The departure of Apple's award winning designer marks the end of an era – and the start of a fresh new age.

jony ive
Credit: Apple

Apple surprised everybody Thursday with news of the imminent departure of its Chief Design Officer, Sir Jony Ive. And while it is certainly the end of an era, the company will prevail.

Why is Ive leaving?

There are hundreds of hot takes around, but it seems likely the simplest answer is the most accurate: He needed a chance to find his art again.

I think one of the best ways to understand his move is to read between the lines of an extremely intimate 2015 profile of Ive in the New Yorker. It described someone for  whom the trappings of power and responsibility had grown heavy. The award-winning designer described himself as “deeply, deeply tired” and “always anxious.”

The report also confirmed that there had been times when Ive considered leaving the company – just four years before the New Yorker piece, rumors emerged that he wanted educate his kids in the UK

You only need watch one of Ive’s many ‘in a white room’ product announcement videos to get the seriousness with which he regards his role at Apple. (That Ive spent the last few years sending words via video rather than taking time on stage also speaks volumes.)

Great artists feel

He once admitted to feeling challenged that his decisions affected the fate of 100,000+ Apple employees. The New Yorker cites Laurence Powell Jobs on this:

“Jony’s an artist with an artist’s temperament, and he’d be the first to tell you artists aren’t supposed to be responsible for this kind of thing,” said Jobs, the widow of Apple founder Steve Jobs.

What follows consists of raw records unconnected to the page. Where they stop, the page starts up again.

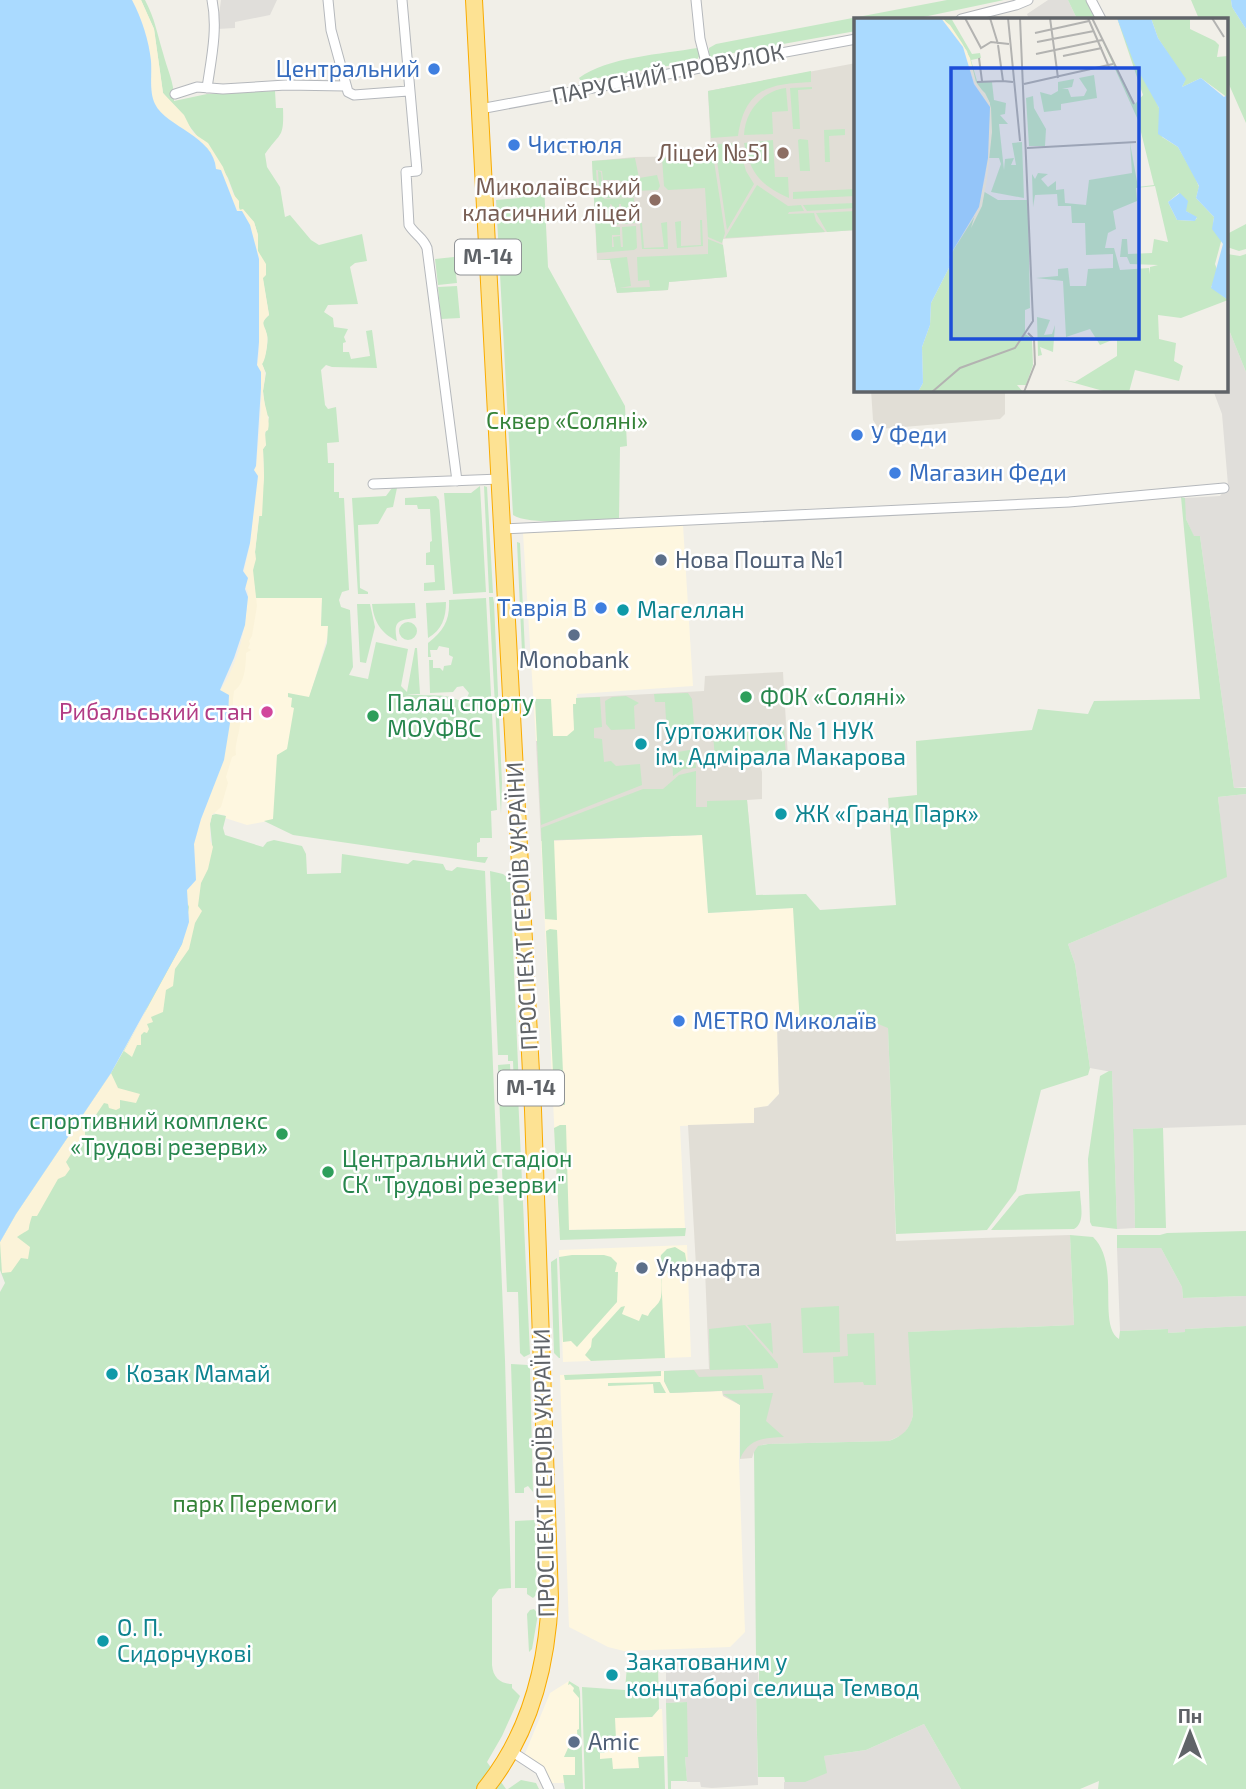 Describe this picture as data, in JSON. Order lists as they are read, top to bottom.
{
  "streets": {
    "highway": ["М-14", "ПРОСПЕКТ ГЕРОЇВ УКРАЇНИ"],
    "street": ["ПАРУСНИЙ ПРОВУЛОК"]
  },
  "crossings": [
    ["ПАРУСНИЙ ПРОВУЛОК", "ПРОСПЕКТ ГЕРОЇВ УКРАЇНИ"],
    ["М-14", "ПРОСПЕКТ ГЕРОЇВ УКРАЇНИ"]
  ],
  "parks": ["Сквер «Соляні»", "парк Перемоги"],
  "places": [
    "Центральний",
    "Чистюля",
    "Ліцей №51",
    "Миколаївський класичний ліцей",
    "У Феди",
    "Магазин Феди",
    "Нова Пошта №1",
    "Таврія В",
    "Магеллан",
    "Monobank",
    "ФОК «Соляні»",
    "Рибальський стан",
    "Палац спорту МОУФВС",
    "Гуртожиток № 1 НУК ім. Адмірала Макарова",
    "ЖК «Гранд Парк»",
    "METRO Миколаїв",
    "спортивний комплекс «Трудові резерви»",
    "Центральний стадіон СК \"Трудові резерви\"",
    "Укрнафта",
    "Козак Мамай",
    "О. П. Сидорчукові",
    "Закатованим у концтаборі селища Темвод",
    "Amic"
  ],
  "north": "top"
}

Ive’s desire to focus on creativity instead of the mundanities of management was clearly recognized by Apple, which seems to have tried to help its award-winning designer find his mojo once again.

Design team meetings took place at Ive’s studio (presumably at his Pacific Heights mansion) in order to reduce his commute.

Apple also permitted Ive to hand day-to-day responsibility to Richard Howarth and Alan Dye while he was ostensibly designing Apple Park and redesigning Apple Retail (and squeezing in time to design diamond rings with chum Marc Newsom).

A recent Bloomberg report claims he would visit Apple HQ maybe twice a week and had been scaling back his work at Apple since 2015 and the first Apple Watch.

Designer, find thyself

“After nearly 30 years and countless projects, I am most proud of the lasting work we have done to create a design team, process and culture at Apple that is without peer,” Ive said in a statement announcing his departure.

The new team leaders will be Evans Hankey, vice president of Industrial Design, and Alan Dye, vice president of Human Interface Design, both of whom will report to Jeff Williams, Apple’s chief operating officer.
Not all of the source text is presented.